# Work to be completed:
Check each line below for the word "Club", then please report how many lines have it and nothing more.

# Given records:
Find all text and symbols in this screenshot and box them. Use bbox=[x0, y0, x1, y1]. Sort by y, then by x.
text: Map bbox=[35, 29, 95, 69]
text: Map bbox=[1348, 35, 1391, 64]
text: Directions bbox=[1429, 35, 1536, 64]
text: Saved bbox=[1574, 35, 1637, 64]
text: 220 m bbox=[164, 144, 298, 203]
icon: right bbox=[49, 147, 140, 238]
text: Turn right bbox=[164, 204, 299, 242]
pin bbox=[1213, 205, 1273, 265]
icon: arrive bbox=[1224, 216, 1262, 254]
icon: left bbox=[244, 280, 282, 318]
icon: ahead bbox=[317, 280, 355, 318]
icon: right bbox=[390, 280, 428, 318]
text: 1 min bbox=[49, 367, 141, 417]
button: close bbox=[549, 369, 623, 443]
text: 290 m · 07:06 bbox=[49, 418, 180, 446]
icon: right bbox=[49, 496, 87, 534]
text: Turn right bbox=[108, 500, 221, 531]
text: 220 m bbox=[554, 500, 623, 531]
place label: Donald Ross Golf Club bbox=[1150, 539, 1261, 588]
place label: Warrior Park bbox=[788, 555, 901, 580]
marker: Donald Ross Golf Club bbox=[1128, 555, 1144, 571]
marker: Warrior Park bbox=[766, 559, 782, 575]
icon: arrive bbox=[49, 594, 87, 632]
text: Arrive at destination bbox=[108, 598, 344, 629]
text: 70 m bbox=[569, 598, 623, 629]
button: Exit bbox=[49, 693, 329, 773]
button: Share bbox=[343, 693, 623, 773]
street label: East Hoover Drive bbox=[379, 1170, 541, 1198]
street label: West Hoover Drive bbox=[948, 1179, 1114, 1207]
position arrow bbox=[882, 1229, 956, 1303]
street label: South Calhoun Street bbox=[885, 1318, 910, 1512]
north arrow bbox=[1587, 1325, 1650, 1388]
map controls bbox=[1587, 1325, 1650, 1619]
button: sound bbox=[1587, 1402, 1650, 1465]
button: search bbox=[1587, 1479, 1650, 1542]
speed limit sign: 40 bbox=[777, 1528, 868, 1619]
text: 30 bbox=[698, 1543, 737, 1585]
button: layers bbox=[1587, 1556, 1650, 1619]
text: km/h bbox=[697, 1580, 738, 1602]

# Written reply:
2